MarkersExtractor icon indicating copy to clipboard operation
MarkersExtractor copied to clipboard

Add Clip Keywords manifest field

Open IAmVigneswaran opened this issue 1 year ago • 24 comments

Add Keywords manifest field. See below.

IAmVigneswaran avatar Nov 18 '23 14:11 IAmVigneswaran

It is complicated to add Clip Keywords column? We can have this column after Clip Name.

I wonder if we can add the Keywords tagged within the Clip Range from the Marker position?

Marker-Keyword-01 Marker-Keyword-02

When Inspecting FCPXML -

  <asset-clip ref="r2" offset="0s" name="Nature Makes You Happy" start="550912/12800s" duration="9216/12800s" tcFormat="NDF" audioRole="dialogue">
                            <adjust-colorConform enabled="1" autoOrManual="manual" conformType="conformNone" peakNitsOfPQSource="1000" peakNitsOfSDRToPQSource="203"/>
                            <keyword start="99/5s" duration="25088/12800s" value="penguin"/>
                            <keyword start="1076/25s" duration="9216/12800s" value="flower, nature"/>
                            <marker start="1082/25s" duration="100/2500s" value="Marker 37"/>
                            <keyword start="257/5s" duration="6656/12800s" value="penguin"/>
                            <keyword start="1454/25s" duration="19456/12800s" value="nature"/>
                            <keyword start="1454/25s" duration="15872/12800s" value="flower"/>
                            <keyword start="297/5s" duration="3584/12800s" value="flower"/>
                        </asset-clip>

Seem that the associated Keyword Tags are always above the Marker?

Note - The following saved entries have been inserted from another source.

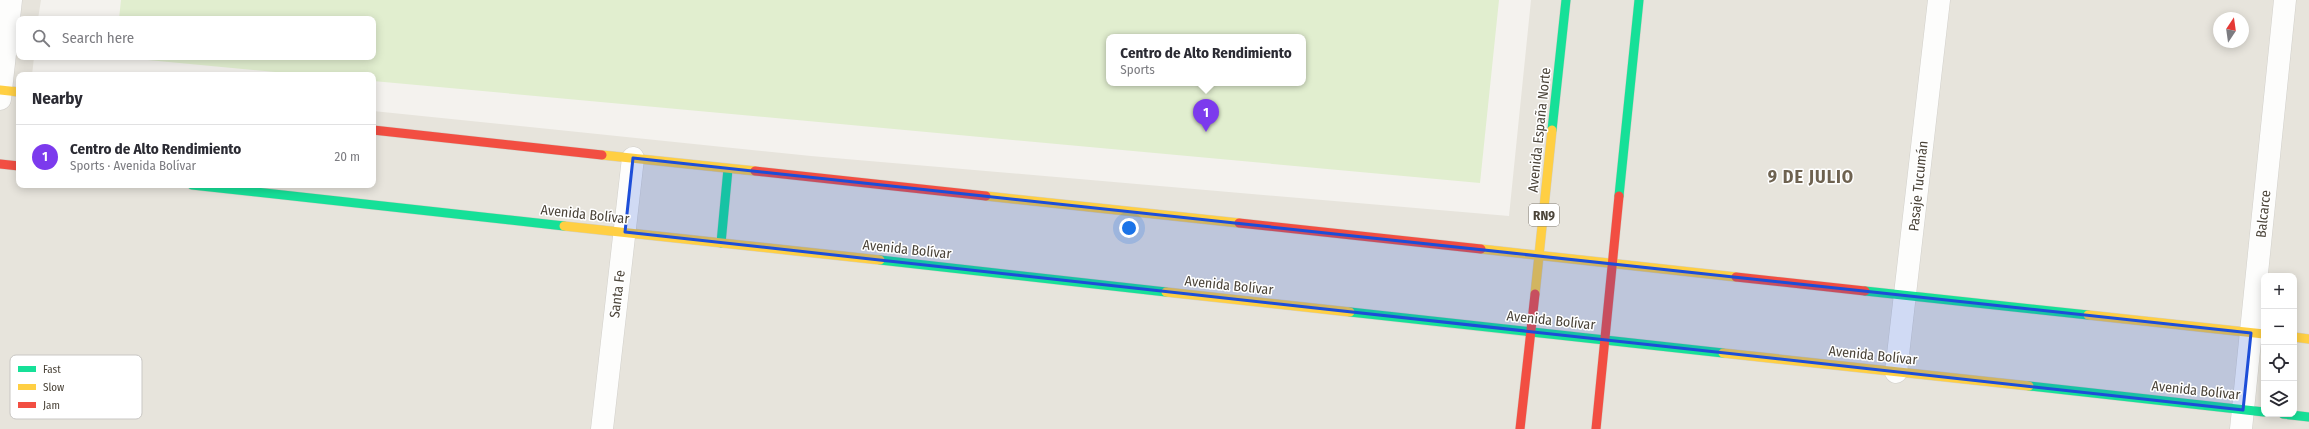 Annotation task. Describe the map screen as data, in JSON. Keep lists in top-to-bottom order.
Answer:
{
  "streets": {
    "main road": ["Avenida España Norte", "Avenida Bolívar", "RN9"],
    "street": ["Pasaje Tucumán", "Balcarce", "Santa Fe"]
  },
  "crossings": [
    ["Avenida España Norte", "Avenida Bolívar"],
    ["Pasaje Tucumán", "Avenida Bolívar"],
    ["Avenida Bolívar", "Balcarce"],
    ["Avenida Bolívar", "Santa Fe"]
  ],
  "districts": ["9 DE JULIO"],
  "legend": ["Fast", "Slow", "Jam"],
  "north": "top",
  "page": {
    "search": "Search here",
    "popup": ["Centro de Alto Rendimiento", "Sports"],
    "heading": "Nearby",
    "pins": "1",
    "list": [
      {
        "mark": "1",
        "name": "Centro de Alto Rendimiento",
        "note": "Sports · Avenida Bolívar",
        "value": "20 m"
      }
    ],
    "map_buttons": ["+", "−"]
  }
}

                            <keyword start="1076/25s" duration="9216/12800s" value="flower, nature"/>
                            <marker start="1082/25s" duration="100/2500s" value="Marker 37"/>

                            <keyword start="61s" duration="27648/12800s" value="birds"/>
                            <marker start="1544/25s" duration="100/2500s" value="Marker 42"/>

In our CSV -

CSV-With Keywords

Those values would automatically be converted as Multi-Select types in Notion and Airtable.

User could have another layer of filtering option in their Database.

IAmVigneswaran avatar Nov 25 '23 01:11 IAmVigneswaran

I did a bit of a deep dive this past week on keywords, so yes. They are already being parsed, just not used yet. In fact I was going to open an Issue to propose adding them to the manifest but haven't had a chance yet.

We can apply similar logic for out-of-bounds keywords as we do with out-of-bounds markers.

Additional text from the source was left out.